Further disappointment came with the news that house
prices in 20 U.S. cities all fell in October, according to a survey from
S&P/Case Shiller.

Though stock markets in both Europe and the U.S. pushed
lower following the downbeat economic data, the response was fairly muted given
light trading volumes — New York trading was additionally impacted by the heavy
snowstorm over the past couple of days.

In Europe, France’s CAC-40 closed down 3.47 points at
3,858.72 while Germany’s DAX eked out a gain of just over a point to 6,972.10.
British markets were closed for a holiday.

In the U.S., the Dow Jones industrial average was down
less than a point at 11,554.38 around midday New York time, while the broader
Standard & Poor’s 500 index fell less than a point to 1,257.22.

Aside from the state of the U.S. economy, investors
continued to evaluate the effects of China’s decision over the weekend to raise
its key interest rate by a quarter of a percentage point to 5.81 percent — its
second increase in just over two months.

The Chinese monetary authorities are getting increasingly
fidgety about rising prices and the hope is that higher borrowing costs will
rein in inflation, which spiked to a 28-month high in November of 5.1 percent.

However, higher interest rates could well dampen down
economic growth. That’s important for the world economy, because China has been
a key motor over the past couple of years.

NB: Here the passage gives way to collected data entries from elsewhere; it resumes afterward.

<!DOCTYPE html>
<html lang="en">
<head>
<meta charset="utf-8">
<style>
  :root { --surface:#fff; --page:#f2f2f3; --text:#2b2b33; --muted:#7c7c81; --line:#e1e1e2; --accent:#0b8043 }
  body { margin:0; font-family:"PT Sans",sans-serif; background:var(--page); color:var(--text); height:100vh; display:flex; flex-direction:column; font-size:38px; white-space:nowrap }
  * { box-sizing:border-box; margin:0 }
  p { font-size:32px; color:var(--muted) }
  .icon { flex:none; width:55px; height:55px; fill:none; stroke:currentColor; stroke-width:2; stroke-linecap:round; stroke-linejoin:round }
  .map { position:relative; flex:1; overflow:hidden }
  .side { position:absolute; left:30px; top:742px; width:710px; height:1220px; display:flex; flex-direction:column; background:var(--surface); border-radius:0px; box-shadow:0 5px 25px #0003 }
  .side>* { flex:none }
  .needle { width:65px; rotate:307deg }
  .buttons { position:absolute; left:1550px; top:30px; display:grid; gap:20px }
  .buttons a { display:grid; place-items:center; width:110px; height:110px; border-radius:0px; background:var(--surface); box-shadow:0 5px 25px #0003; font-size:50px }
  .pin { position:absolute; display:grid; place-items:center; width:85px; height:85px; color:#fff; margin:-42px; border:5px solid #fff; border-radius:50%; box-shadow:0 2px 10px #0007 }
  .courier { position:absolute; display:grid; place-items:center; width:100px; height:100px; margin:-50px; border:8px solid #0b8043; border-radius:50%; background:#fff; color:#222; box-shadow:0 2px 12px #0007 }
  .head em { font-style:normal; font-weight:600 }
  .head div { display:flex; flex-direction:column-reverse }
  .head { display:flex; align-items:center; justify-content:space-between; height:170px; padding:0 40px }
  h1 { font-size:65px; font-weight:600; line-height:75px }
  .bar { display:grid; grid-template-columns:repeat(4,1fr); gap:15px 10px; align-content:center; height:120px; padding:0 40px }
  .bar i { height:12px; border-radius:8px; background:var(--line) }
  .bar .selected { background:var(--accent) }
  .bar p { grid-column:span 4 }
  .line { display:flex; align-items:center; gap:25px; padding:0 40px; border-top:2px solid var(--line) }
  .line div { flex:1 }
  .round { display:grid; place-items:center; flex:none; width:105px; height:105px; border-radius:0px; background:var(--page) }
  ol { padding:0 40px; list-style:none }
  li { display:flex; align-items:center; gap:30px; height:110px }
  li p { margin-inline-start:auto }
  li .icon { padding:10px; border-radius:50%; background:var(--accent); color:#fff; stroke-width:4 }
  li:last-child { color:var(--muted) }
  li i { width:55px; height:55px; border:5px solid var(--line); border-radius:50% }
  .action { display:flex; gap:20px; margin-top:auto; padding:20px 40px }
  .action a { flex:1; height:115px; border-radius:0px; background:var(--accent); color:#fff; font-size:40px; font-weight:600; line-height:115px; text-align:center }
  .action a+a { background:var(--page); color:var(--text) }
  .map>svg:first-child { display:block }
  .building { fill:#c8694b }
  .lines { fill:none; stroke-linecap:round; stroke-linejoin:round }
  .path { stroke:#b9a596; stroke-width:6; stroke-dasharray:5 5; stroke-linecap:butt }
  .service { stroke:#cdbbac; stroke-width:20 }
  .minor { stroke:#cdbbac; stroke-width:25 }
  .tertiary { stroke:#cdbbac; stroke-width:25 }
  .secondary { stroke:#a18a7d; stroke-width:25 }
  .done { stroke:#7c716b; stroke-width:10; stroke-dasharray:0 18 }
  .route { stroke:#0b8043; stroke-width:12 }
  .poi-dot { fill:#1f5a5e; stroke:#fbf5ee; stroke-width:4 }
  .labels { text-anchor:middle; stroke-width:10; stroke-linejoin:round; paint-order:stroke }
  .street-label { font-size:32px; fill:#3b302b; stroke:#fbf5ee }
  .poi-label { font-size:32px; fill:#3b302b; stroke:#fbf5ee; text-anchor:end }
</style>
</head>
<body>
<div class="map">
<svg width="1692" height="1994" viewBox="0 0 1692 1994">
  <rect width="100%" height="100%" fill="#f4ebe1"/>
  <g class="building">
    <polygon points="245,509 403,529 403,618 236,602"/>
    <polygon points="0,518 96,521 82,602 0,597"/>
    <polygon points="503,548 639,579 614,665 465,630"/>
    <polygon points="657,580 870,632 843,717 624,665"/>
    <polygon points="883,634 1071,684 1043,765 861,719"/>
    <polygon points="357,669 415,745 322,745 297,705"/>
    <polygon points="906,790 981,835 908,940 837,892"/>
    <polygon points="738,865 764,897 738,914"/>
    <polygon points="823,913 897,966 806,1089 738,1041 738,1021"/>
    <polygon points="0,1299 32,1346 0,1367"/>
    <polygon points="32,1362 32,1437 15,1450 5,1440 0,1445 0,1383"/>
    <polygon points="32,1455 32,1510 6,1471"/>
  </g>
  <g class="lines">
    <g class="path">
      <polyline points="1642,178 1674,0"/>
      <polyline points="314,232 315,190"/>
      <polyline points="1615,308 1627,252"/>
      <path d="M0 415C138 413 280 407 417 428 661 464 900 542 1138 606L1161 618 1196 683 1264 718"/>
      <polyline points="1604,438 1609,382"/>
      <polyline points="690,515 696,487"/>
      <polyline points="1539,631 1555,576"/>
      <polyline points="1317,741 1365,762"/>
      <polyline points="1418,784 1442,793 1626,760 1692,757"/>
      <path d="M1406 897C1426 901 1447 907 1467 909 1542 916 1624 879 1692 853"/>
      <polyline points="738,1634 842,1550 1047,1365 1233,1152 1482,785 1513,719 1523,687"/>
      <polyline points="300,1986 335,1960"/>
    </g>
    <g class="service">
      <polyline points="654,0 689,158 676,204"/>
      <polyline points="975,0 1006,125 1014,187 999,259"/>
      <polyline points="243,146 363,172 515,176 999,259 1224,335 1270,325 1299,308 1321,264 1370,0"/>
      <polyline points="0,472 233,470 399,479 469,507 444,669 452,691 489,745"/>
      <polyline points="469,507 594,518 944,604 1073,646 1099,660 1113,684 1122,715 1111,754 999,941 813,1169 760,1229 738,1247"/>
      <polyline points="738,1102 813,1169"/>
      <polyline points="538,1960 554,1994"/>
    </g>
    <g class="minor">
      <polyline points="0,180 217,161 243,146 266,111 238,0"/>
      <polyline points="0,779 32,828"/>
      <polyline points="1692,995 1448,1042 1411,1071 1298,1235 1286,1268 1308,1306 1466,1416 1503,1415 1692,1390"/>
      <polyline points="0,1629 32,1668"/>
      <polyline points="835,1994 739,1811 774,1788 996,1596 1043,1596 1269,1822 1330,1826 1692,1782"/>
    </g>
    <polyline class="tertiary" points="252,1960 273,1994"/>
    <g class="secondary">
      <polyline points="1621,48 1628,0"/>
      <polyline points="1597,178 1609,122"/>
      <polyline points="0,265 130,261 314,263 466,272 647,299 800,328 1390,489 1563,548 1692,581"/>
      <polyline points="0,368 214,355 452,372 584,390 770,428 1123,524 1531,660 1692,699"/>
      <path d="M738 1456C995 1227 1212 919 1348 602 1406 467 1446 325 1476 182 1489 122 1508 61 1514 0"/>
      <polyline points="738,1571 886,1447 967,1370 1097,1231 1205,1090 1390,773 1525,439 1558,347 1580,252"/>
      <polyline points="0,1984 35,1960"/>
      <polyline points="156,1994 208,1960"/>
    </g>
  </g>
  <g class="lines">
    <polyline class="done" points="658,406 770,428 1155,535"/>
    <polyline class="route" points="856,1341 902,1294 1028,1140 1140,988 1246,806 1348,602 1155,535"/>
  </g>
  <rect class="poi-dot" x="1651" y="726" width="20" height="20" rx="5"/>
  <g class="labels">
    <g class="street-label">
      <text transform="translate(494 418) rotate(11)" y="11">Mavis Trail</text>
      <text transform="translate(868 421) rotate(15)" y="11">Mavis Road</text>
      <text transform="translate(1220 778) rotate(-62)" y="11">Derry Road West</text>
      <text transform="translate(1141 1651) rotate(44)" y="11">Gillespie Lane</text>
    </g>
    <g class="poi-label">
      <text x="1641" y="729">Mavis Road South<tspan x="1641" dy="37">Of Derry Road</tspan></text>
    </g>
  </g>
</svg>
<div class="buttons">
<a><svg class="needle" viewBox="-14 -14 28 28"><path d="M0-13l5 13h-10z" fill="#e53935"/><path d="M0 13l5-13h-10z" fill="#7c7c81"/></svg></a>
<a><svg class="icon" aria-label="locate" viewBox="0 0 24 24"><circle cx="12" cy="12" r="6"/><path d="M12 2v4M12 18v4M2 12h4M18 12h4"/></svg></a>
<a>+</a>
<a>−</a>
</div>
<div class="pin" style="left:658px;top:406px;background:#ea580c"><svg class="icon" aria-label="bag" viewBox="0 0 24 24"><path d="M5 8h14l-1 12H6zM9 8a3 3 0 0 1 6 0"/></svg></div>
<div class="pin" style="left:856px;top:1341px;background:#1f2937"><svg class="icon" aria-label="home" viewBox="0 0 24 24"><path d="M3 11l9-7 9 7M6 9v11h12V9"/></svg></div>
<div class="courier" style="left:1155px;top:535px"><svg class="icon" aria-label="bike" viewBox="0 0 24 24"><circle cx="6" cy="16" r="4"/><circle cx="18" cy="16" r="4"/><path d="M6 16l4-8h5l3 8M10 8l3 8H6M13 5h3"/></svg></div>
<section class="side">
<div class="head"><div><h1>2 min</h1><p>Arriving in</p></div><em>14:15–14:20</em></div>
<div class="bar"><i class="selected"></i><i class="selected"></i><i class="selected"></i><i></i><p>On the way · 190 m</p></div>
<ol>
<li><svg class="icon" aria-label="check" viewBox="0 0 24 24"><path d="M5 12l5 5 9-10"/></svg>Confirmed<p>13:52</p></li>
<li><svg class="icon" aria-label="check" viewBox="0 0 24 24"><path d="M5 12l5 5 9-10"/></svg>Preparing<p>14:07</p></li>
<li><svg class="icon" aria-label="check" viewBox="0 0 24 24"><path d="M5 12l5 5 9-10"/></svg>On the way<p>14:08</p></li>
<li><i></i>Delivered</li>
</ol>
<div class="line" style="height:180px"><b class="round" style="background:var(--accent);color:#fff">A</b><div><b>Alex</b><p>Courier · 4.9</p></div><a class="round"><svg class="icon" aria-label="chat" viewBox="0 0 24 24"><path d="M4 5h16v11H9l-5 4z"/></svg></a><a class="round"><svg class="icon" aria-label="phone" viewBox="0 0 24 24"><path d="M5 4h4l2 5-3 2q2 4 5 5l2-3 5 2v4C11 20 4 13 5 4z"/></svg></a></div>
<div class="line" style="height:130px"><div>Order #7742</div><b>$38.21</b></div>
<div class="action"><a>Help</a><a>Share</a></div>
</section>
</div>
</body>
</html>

The surprise decision continued to weigh on Chinese
stocks, and the Shanghai Composite Index fell 1.7 percent to close at 2,732.99,
while Hong Kong’s Hang Seng index shed 0.9 percent to end at 22,621.73,

Japan’s benchmark Nikkei 225 stock average declined 63.36
points, or 0.6 percent, to finish at 10,292.63 amid renewed worries over a
strengthening yen — a higher yen makes it more difficult for Japan’s exporters
to compete in international markets.

For the third straight day, Japanese officials, including
finance minister Yoshihiko Noda voiced their worries about the yen’s strength,
which has seen the currency rise to near seven-week highs against the dollar.

As a result, investors will be on the lookout for any
actual intervention in the markets by the Japanese authorities. In September,
the Bank of Japan bought dollars and sold yen for the first time in six years
in the hope of putting a ceiling, at the very least, on the yen appreciation.

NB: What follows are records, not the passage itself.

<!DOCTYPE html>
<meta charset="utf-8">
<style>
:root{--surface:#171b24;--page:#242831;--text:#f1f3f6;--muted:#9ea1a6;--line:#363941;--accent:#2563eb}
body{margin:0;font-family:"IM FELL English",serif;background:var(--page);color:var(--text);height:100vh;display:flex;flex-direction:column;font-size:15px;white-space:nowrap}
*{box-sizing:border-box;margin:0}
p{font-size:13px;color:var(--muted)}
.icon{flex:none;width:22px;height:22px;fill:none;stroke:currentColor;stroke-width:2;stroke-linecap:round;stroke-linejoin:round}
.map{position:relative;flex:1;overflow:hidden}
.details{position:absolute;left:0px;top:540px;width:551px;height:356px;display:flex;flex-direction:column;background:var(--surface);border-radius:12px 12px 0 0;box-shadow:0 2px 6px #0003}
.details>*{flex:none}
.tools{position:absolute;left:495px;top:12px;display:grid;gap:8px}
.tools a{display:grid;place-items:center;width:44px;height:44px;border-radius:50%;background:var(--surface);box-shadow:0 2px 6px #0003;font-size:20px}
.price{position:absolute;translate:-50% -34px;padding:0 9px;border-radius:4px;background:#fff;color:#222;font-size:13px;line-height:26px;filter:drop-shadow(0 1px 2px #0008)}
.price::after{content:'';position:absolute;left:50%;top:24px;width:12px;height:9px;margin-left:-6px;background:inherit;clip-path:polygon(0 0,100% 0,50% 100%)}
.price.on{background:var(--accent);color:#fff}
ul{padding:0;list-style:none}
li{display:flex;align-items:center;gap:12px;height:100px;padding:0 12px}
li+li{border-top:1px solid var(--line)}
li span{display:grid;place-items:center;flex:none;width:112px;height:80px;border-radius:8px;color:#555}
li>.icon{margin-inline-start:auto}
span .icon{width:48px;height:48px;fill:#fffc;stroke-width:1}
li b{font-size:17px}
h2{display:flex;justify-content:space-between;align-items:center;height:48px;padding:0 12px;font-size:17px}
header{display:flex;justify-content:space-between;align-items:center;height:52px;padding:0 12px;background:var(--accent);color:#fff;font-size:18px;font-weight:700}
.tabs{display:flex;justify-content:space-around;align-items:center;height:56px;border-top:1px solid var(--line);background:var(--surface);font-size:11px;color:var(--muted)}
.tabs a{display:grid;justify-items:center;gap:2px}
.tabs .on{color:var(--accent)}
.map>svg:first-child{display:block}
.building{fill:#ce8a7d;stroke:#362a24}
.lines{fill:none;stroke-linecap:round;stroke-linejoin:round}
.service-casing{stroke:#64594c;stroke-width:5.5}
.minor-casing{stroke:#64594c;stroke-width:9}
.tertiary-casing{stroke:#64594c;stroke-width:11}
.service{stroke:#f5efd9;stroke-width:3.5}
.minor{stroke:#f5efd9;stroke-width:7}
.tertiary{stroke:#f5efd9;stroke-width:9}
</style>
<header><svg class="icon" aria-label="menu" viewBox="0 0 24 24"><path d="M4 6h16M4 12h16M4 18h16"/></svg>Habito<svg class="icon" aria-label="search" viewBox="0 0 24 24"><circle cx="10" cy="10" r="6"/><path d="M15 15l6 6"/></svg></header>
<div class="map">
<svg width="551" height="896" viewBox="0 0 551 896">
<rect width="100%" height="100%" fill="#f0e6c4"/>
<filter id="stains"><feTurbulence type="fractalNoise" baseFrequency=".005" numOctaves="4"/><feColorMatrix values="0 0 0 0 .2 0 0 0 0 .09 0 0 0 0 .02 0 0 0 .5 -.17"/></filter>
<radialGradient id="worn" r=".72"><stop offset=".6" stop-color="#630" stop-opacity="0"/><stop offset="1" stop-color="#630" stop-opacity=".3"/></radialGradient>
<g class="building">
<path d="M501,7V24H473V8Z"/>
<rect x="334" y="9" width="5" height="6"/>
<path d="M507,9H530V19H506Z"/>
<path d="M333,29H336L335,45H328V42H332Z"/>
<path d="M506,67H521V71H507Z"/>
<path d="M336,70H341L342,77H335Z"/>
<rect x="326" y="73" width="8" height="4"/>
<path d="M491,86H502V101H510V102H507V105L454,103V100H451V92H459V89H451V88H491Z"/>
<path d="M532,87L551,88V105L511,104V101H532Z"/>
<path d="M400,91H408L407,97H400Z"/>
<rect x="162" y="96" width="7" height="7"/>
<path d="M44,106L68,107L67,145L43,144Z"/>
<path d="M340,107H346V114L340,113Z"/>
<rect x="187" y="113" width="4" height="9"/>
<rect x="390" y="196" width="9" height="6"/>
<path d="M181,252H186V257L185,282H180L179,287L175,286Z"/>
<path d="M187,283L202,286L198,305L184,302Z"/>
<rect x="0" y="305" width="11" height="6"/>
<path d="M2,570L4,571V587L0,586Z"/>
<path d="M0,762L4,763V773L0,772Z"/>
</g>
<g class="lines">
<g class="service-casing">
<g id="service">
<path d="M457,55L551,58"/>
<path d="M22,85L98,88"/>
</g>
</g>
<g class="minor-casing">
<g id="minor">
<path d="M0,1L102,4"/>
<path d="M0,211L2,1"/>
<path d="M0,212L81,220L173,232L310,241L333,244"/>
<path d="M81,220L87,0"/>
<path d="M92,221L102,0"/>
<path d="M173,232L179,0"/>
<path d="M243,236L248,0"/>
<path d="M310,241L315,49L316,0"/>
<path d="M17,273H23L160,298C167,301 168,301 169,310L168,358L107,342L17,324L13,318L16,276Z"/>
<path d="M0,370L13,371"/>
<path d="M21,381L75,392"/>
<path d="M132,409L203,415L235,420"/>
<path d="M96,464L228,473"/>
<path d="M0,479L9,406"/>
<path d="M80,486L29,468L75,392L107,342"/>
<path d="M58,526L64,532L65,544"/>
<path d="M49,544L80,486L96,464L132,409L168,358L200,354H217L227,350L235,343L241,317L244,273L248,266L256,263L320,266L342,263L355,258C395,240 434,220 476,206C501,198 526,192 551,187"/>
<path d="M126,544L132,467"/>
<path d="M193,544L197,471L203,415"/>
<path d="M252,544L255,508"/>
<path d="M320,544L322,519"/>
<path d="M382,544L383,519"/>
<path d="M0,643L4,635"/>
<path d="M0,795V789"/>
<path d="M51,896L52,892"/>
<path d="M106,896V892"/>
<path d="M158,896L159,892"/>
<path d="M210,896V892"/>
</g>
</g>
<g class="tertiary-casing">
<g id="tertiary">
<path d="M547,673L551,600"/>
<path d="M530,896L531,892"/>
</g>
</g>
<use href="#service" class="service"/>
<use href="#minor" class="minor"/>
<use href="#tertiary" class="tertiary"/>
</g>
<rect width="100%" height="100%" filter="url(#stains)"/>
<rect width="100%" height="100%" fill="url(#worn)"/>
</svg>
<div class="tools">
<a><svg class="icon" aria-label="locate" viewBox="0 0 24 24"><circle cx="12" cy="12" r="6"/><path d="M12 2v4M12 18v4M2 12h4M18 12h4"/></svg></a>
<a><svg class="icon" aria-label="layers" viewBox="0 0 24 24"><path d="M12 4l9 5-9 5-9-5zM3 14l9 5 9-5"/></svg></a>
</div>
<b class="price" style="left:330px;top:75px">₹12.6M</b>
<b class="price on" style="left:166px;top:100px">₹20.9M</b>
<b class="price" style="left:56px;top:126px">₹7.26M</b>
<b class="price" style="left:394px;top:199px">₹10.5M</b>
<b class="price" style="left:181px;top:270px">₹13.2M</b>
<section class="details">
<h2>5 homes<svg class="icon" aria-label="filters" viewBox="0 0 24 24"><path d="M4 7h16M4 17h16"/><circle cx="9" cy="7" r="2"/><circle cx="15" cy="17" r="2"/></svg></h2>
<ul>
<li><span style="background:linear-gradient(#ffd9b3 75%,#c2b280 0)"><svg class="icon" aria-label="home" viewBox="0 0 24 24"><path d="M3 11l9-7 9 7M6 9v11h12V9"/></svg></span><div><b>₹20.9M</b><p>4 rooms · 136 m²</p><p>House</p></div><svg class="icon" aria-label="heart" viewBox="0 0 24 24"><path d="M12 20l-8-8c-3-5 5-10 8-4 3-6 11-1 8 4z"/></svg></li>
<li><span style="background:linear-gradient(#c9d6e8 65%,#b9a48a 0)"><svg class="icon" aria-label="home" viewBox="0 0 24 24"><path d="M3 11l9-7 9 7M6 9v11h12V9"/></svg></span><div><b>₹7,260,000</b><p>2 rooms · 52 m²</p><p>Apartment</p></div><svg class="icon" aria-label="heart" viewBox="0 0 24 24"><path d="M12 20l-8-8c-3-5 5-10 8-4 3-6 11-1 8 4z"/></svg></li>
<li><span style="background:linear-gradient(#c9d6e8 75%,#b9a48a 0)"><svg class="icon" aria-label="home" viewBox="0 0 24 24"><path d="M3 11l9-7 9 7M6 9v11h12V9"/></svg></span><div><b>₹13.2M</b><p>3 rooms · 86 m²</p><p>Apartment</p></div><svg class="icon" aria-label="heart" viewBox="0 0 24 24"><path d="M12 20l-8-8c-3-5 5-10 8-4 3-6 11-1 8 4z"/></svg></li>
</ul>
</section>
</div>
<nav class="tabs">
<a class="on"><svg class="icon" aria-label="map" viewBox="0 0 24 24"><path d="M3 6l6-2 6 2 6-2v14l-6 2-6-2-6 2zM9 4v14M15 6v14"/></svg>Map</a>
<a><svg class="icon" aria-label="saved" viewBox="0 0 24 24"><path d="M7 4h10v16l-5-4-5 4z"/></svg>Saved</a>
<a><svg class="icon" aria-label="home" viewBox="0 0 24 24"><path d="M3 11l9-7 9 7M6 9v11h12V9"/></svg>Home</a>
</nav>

By late afternoon London time, the dollar was down 0.6
percent at 82.21 yen.

Eric Viloria, an analyst at Forex.com, doubts that
“bold action” will be taken by Japanese policymakers anytime soon
given recent positive economic data and stock market gains. However, he said
the risk is a deterioration in production and exports will weigh on Japanese
stocks and economic growth and that could trigger a reaction by policy makers.

Meanwhile, the euro was volatile all day, falling from a
high of $1.3270 to $1.31.

Benchmark oil for February delivery rose 28 cents to
$91.28 in electronic trading on the New York Mercantile Exchange.